Virtua Health President and CEO Dennis W. Pullin said, “By divesting in the realm of skilled nursing, we are better equipped to reinvest in areas where we can truly make an impact.”
THE LARGER TREND
With no megadeals in the first quarter of the year, total transacted revenue in that quarter was only $2.9 billion, spread out among a historically low 12 transactions.
An executive order issued by President Joe Biden last summer sought to crack down on hospital and health insurance consolidations and other actions it said decrease competition and drive up prices.

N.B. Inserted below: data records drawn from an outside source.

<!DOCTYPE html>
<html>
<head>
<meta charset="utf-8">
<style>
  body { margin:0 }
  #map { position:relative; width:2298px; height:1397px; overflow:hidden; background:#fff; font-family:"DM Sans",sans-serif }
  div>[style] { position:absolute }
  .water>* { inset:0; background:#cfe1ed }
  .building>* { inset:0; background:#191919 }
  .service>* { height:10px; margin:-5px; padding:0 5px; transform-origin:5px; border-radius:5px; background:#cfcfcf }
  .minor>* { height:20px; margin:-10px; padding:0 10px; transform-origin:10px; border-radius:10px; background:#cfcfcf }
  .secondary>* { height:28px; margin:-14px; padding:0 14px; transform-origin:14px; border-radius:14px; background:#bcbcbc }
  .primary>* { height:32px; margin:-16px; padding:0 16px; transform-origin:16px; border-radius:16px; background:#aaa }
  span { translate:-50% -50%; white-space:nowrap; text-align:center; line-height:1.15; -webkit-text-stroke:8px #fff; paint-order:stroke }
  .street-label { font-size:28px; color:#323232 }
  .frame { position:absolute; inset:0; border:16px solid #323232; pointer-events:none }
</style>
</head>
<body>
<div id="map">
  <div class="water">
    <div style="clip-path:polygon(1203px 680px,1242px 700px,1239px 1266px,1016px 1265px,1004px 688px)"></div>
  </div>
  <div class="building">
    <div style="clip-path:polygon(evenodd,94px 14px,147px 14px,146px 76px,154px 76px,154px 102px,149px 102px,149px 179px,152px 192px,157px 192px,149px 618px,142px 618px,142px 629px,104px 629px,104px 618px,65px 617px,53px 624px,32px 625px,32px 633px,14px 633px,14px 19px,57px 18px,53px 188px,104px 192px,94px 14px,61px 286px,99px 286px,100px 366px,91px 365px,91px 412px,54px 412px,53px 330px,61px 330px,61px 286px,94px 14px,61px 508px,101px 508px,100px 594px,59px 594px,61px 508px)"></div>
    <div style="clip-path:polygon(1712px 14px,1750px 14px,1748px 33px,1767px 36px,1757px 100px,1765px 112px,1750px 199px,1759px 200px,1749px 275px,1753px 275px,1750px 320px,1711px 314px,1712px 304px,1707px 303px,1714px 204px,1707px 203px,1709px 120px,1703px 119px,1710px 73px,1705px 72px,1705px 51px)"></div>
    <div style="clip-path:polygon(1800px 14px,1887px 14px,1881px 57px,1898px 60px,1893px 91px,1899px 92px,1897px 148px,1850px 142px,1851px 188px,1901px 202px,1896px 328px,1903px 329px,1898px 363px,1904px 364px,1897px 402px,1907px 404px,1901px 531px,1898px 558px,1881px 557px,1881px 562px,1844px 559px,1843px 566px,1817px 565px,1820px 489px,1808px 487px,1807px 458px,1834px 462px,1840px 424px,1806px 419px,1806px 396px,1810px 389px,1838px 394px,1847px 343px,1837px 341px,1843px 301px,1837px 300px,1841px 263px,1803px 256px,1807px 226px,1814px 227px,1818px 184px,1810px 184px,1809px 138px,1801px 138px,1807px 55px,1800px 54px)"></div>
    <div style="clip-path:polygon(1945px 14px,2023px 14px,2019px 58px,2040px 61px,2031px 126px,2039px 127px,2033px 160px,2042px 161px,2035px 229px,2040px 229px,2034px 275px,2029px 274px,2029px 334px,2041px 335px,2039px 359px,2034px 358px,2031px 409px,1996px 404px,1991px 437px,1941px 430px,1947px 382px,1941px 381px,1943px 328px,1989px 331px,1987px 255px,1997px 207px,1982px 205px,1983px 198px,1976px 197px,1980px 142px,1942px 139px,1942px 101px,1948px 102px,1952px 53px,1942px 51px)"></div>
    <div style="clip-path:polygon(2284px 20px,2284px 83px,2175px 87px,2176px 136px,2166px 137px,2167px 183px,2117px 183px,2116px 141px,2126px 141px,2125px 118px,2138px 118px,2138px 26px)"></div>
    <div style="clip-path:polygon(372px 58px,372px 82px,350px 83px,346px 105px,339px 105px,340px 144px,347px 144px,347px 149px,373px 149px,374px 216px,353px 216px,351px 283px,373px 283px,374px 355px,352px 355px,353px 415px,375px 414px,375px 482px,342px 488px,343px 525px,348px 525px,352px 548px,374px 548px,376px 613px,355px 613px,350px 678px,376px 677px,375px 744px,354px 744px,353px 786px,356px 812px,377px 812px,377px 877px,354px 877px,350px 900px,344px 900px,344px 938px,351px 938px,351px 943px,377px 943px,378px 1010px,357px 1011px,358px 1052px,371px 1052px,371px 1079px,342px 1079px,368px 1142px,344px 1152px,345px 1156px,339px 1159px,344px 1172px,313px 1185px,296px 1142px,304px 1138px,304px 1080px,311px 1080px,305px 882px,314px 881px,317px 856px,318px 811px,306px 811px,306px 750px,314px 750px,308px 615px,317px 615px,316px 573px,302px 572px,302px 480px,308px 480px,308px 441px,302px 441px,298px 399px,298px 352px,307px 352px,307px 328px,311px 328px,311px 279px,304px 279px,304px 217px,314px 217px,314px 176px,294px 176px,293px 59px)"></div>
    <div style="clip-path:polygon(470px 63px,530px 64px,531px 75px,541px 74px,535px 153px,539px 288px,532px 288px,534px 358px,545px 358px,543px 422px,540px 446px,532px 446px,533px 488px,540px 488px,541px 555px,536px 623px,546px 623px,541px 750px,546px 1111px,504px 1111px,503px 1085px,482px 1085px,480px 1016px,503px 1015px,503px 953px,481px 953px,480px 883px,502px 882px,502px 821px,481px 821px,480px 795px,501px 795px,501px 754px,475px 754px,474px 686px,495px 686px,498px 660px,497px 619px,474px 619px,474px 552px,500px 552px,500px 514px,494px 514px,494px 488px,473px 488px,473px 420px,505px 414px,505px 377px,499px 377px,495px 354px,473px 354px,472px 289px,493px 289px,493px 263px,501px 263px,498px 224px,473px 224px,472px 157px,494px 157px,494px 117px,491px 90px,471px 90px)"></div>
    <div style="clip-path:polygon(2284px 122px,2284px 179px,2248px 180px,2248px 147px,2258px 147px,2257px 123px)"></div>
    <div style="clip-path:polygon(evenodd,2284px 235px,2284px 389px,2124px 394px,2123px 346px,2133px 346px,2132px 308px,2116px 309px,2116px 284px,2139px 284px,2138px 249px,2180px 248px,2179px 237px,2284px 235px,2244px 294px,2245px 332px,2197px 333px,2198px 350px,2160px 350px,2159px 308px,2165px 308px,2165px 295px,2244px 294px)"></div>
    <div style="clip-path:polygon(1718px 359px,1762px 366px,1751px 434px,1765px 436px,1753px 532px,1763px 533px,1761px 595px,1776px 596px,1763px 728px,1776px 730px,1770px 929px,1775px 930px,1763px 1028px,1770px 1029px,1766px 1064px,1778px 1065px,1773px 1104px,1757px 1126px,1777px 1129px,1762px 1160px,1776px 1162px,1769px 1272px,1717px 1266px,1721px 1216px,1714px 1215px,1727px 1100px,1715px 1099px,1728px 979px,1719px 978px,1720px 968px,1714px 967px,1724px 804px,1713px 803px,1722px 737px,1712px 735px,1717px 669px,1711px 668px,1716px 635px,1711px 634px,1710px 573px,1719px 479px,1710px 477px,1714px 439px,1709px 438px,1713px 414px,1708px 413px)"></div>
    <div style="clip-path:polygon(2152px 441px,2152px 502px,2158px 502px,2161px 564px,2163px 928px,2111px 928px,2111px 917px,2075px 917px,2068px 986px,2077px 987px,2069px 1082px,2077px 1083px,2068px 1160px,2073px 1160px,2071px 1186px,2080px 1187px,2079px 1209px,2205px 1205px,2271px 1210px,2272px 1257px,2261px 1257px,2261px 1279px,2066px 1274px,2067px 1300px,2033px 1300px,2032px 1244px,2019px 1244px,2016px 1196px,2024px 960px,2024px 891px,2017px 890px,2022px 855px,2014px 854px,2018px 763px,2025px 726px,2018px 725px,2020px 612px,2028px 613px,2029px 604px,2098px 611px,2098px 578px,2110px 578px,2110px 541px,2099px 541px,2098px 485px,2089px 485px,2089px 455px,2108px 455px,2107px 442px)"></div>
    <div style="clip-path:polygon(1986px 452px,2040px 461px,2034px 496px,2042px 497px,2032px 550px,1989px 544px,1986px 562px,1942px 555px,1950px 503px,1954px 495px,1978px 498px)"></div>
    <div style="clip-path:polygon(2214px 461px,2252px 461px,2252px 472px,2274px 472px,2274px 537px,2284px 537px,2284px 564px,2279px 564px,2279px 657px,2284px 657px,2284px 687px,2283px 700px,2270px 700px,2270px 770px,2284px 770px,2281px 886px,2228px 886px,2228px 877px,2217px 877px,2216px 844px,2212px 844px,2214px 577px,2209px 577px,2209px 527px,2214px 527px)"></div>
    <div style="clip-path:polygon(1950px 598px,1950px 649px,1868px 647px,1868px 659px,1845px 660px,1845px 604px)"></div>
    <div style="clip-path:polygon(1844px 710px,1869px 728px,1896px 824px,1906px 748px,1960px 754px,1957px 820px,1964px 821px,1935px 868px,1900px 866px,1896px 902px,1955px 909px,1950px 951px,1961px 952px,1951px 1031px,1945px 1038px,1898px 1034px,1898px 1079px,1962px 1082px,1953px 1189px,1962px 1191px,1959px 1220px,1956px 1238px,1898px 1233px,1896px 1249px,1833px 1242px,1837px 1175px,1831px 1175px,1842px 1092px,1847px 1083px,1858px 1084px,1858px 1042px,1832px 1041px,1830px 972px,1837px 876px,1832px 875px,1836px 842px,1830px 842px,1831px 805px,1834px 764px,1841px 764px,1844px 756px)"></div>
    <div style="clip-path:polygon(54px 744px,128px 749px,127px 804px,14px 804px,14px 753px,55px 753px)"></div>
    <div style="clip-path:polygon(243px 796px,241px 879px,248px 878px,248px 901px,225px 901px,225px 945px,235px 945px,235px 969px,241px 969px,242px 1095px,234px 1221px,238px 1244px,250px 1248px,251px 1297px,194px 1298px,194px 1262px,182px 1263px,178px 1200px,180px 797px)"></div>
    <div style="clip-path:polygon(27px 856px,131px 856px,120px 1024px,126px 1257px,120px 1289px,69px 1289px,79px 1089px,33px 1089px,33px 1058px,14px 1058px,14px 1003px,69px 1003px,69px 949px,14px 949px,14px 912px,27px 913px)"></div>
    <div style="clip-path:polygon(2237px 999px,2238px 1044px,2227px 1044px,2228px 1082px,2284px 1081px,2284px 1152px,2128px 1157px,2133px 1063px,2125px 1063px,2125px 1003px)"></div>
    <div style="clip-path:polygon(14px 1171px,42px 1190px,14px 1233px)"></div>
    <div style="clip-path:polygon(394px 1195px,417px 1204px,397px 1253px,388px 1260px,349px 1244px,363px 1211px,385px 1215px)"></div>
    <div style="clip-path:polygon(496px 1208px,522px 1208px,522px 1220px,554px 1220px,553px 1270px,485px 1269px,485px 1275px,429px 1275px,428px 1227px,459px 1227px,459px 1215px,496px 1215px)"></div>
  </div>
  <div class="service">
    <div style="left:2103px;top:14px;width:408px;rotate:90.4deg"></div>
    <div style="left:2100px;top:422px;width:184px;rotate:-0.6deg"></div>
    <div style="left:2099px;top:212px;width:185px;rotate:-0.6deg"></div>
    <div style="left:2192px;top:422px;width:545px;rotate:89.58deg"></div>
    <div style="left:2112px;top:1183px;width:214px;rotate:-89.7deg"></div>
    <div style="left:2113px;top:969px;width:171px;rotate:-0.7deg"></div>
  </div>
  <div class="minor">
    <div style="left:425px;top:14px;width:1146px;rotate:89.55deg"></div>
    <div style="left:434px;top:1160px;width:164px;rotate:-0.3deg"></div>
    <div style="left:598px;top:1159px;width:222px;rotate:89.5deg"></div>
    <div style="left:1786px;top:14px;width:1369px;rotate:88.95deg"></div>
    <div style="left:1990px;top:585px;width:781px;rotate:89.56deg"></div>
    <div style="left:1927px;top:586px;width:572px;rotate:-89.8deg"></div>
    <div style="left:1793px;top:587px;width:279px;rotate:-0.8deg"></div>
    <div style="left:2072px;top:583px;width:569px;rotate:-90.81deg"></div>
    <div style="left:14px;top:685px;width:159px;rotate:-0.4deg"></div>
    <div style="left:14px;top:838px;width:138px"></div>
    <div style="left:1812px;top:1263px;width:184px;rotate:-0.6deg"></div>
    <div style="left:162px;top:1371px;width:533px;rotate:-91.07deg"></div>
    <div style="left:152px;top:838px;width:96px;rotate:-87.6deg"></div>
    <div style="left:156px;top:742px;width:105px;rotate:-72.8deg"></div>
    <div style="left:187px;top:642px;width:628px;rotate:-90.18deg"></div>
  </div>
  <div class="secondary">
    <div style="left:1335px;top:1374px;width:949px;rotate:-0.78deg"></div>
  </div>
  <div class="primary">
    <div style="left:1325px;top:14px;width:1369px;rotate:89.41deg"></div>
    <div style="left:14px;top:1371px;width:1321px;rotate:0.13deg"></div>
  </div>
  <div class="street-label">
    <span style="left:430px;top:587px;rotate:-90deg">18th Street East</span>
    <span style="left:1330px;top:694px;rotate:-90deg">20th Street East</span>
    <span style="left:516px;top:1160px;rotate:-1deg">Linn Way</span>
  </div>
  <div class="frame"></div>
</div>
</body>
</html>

Hospital consolidation has left many areas, especially rural communities, without good options for convenient and affordable healthcare service, the order said. It encouraged the Department of Justice and the Federal Trade Commission to enforce antitrust laws vigorously and “recognizes that the law allows them to challenge prior bad mergers that past Administrations did not previously challenge.”
In the order, Biden encouraged the DOJ and FTC to review and revise their merger guidelines to ensure that such mergers do not harm patients.